AWS Athena tables for BI tools - amazon-web-services

I'm did ETL for our data and did simple aggregations on it in Athena. Our plan is to use our BI tool to access those tables from Athena. It works for now, but I'm worried that these tables are static i.e. they only reflect the data since I last created the Athena table. When called, are Athena tables automatically ran again? If not, how do I make them be automatically updated when called by our BI tool?
My only solution thus far to overwrite the tables we have is by running two different queries: one query to drop the table, and another to re-create the table. Since it's two different queries, I'm not sure if you can run it all at the same time (at least in Athena, you can't run them all in one go).

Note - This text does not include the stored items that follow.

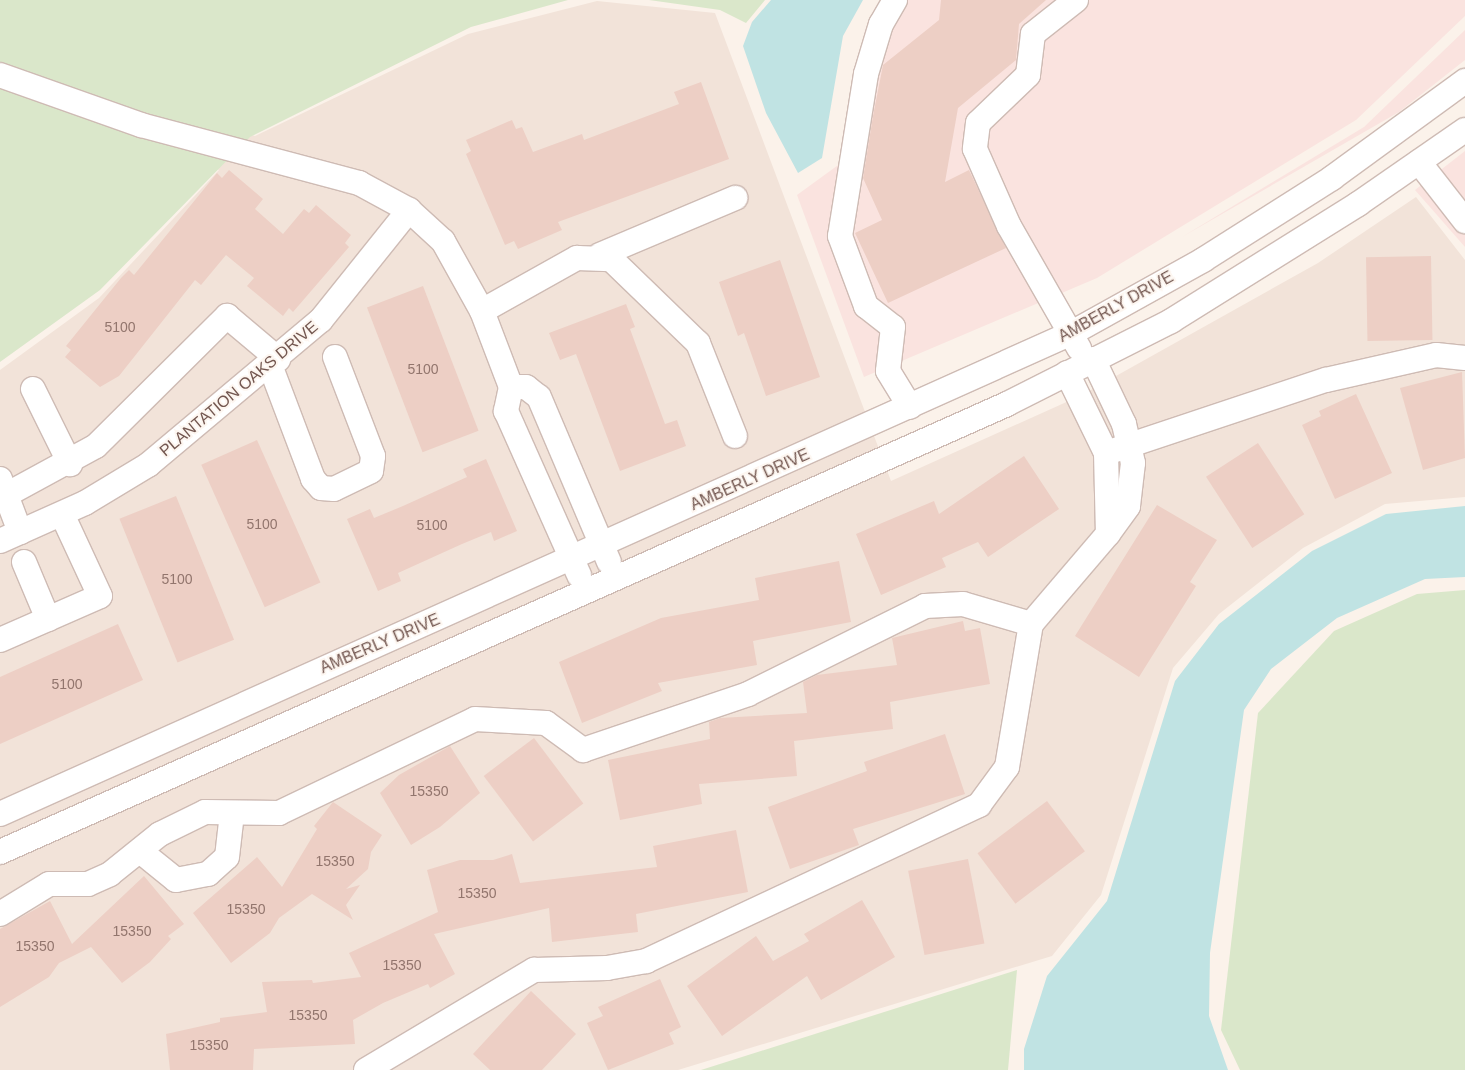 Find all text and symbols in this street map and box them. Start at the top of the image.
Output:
street label: AMBERLY DRIVE [1055,267,1177,347]
street label: PLANTATION OAKS DRIVE [156,317,322,461]
house number: 5100 [104,319,136,335]
house number: 5100 [407,361,439,377]
street label: AMBERLY DRIVE [687,445,813,515]
house number: 5100 [246,516,278,532]
house number: 5100 [416,517,448,533]
house number: 5100 [161,571,193,587]
street label: AMBERLY DRIVE [317,610,443,678]
house number: 5100 [51,676,83,692]
house number: 15350 [410,783,448,799]
house number: 15350 [316,853,354,869]
house number: 15350 [458,885,496,901]
house number: 15350 [227,901,265,917]
house number: 15350 [113,923,151,939]
house number: 15350 [16,938,54,954]
house number: 15350 [383,957,421,973]
house number: 15350 [289,1007,327,1023]
house number: 15350 [190,1037,228,1053]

Amazon Athena is a query engine, not a database.
When a query is sent to Amazon Athena, it looks at the location stored in the table's DDL. Athena then goes to the Amazon S3 location specified and scans the files for the requested data.
Therefore, every Athena query always reflects the data shown in the underlying Amazon S3 objects:
Want to add data to a table? Then store an additional object in that location.
Want to delete data from a table? Then delete the underlying object that contains that data.
There is no need to "drop a table, then re-create the table". The table will always reflect the current data stored in Amazon S3. In fact, the table doesn't actually exist -- rather, it is simply a definition of what the table should contain and where to find the data in S3.
The best use-case for Athena is querying large quantities of rarely-accessed data stored in Amazon S3. If the data is often accessed and updated, then a traditional database or data warehouse (eg Amazon Redshift) would be more appropriate.
Pointing a Business Intelligence tool to Athena is quite acceptable, but you need to have proper processes in place for updating the underlying data in Amazon S3.
I would also recommend storing the data in Snappy-compressed Parquet files, which will make Athena queries faster and lower cost (because it is charged based upon the amount of data read from disk).

Related

How QuickSight SPICE refresh the data

I have a Quick Sight dashboard pointed to Athena table. Now I want to schedule to refresh SPICE every hour. As per documentation, Refreshing imports the data into SPICE again, so the data includes any changes since the last import.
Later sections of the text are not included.